En quoi consiste la politique des guichets ?

 

Le rapport qui se noue au guichet est une relation bureaucratique nécessairement dissymétrique entre des agents ayant le monopole de l’application du droit et des usagers placés en situation de requérants. Depuis la fin des années 1980, cette relation tend à devenir de plus en plus conflictuelle, au fil des transformations de l’action publique et de l’évolution des représentations des populations gouvernées. D’un côté, les agents disposent d’un plus grand pouvoir discrétionnaire, c’est-à-dire d’une marge de manœuvre à l’intérieur de laquelle ils peuvent prendre différentes décisions, tout en agissant conformément à la loi. Cette « politique des guichets » se traduit par un important pouvoir d’appréciation laissé aux agents, notamment pour interpréter des notions aussi floues que la « bonne intégration » d’un étranger, les « actes positifs de recherche d’emploi » d’un chômeur ou encore l’« isolement » d’une mère ayant un enfant à charge. De l’autre, les gouvernés sont davantage sensibilisés aux droits qui sont les leurs et aux moyens de les faire valoir. Dans la période récente, la déstabilisation des salariés subalternes et la paupérisation des populations les plus éloignées de l’emploi, ont accru les tensions aux guichets des administrations. En 2010, 11,6 % des salariés du public disaient vivre en permanence ou régulièrement des situations de tensions avec le public (Dares, 2013) ; en 2017, 63 % des agents de la fonction publique d’État et 56 % des agents de la fonction publique territoriale évoquent un contact tendu même occasionnellement avec le public (Dares, 2017). En valorisant un traitement individualisé, les politiques publiques ont créé les conditions pour que chaque décision négative ou différée dans le temps soit interprétée comme un refus de reconnaître une situation de souffrance sociale, voire comme un traitement discriminatoire. Ce sentiment d’être victime du pouvoir discrétionnaire de l’administration peut même être accentué par l’éventuelle tension entre une législation apparemment respectueuse des droits de la personne et des instructions restrictives données aux agents chargés de les appliquer. Le droit au respect de sa vie privée et familiale est ainsi garanti par les textes, y compris pour les étrangers, mais les instructions données en matière de regroupement familial sont autant d’obstacles pour celles et ceux qui veulent s’en prévaloir.

 

L’application de la loi est-elle la même partout ?

 

Depuis 2008, le chômage a surtout augmenté parmi les ouvriers et les non diplômés, ce qui a entraîné une précarisation de la fraction la moins qualifiée des classes populaires qui se trouve désormais davantage sous la dépendance de l’État social.

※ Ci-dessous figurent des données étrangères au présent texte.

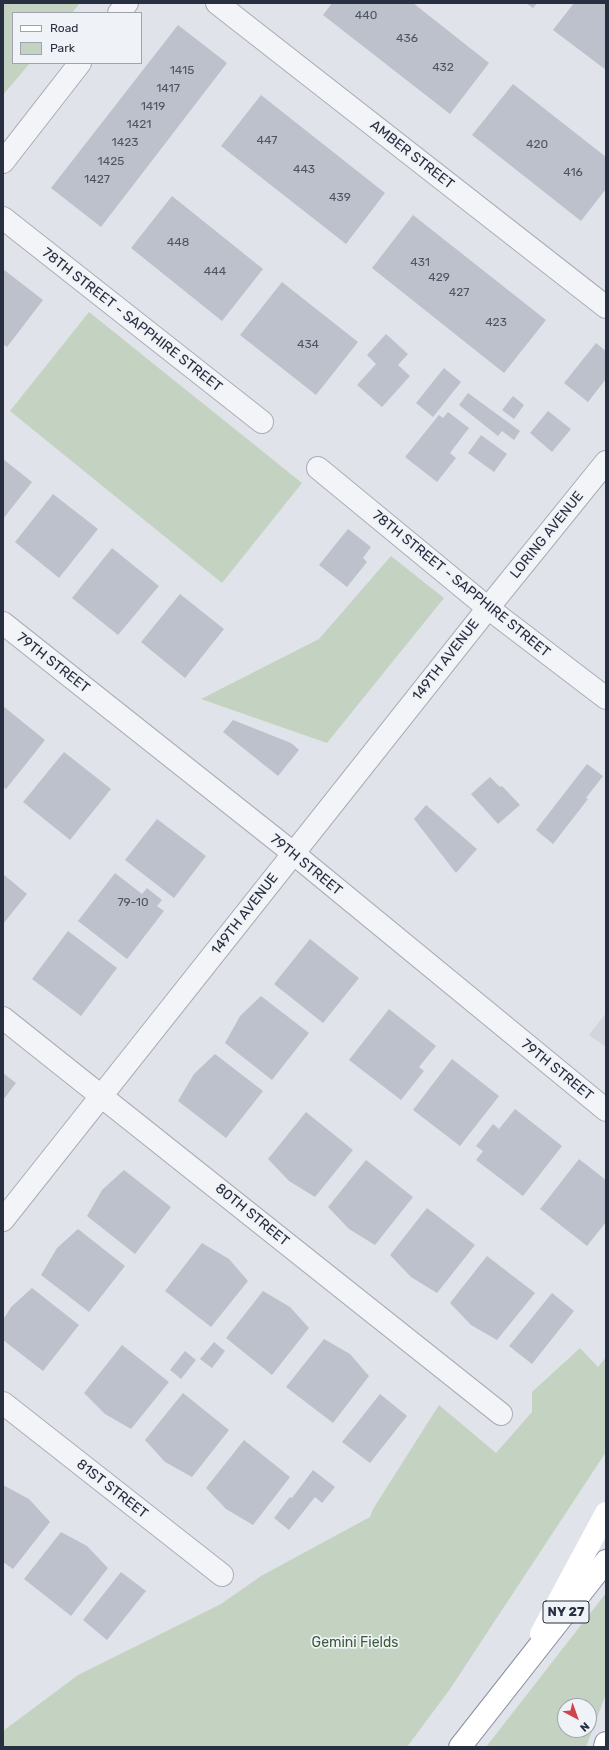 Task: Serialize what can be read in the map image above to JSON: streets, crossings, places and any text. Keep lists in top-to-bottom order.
{
  "streets": {
    "main road": ["NY 27"],
    "street": [
      "AMBER STREET",
      "78TH STREET - SAPPHIRE STREET",
      "LORING AVENUE",
      "149TH AVENUE",
      "79TH STREET",
      "80TH STREET",
      "81ST STREET"
    ]
  },
  "crossings": [
    ["78TH STREET - SAPPHIRE STREET", "LORING AVENUE"],
    ["78TH STREET - SAPPHIRE STREET", "149TH AVENUE"],
    ["LORING AVENUE", "149TH AVENUE"],
    ["149TH AVENUE", "79TH STREET"],
    ["149TH AVENUE", "80TH STREET"]
  ],
  "parks": ["Gemini Fields"],
  "house_numbers": [
    "440",
    "436",
    "432",
    "1415",
    "1417",
    "1419",
    "1421",
    "447",
    "1423",
    "420",
    "1425",
    "443",
    "416",
    "1427",
    "439",
    "448",
    "431",
    "444",
    "429",
    "427",
    "423",
    "434",
    "79-10"
  ],
  "legend": ["Road", "Park"],
  "north": "bottom right"
}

Au sein de ce groupe où les femmes et les populations issues de l’immigration sont surreprésentées, la possibilité d’obtenir une prestation, un délai de paiement ou une allocation est devenue vitale, ce qui peut se traduire par des tensions voire des conflits lorsque ces demandes font l’objet de refus. Loin de se répartir de façon homogène sur tout le territoire, ces situations conflictuelles peuvent être accentuées par les insuffisances de moyens matériels et humains affectés à telle ou telle zone géographique. Un département comme la Seine-Saint-Denis cumule d’importantes poches de pauvreté et un grand nombre d’emplois vacants dans les services de réception du public, aussi bien en préfecture que dans les services sociaux.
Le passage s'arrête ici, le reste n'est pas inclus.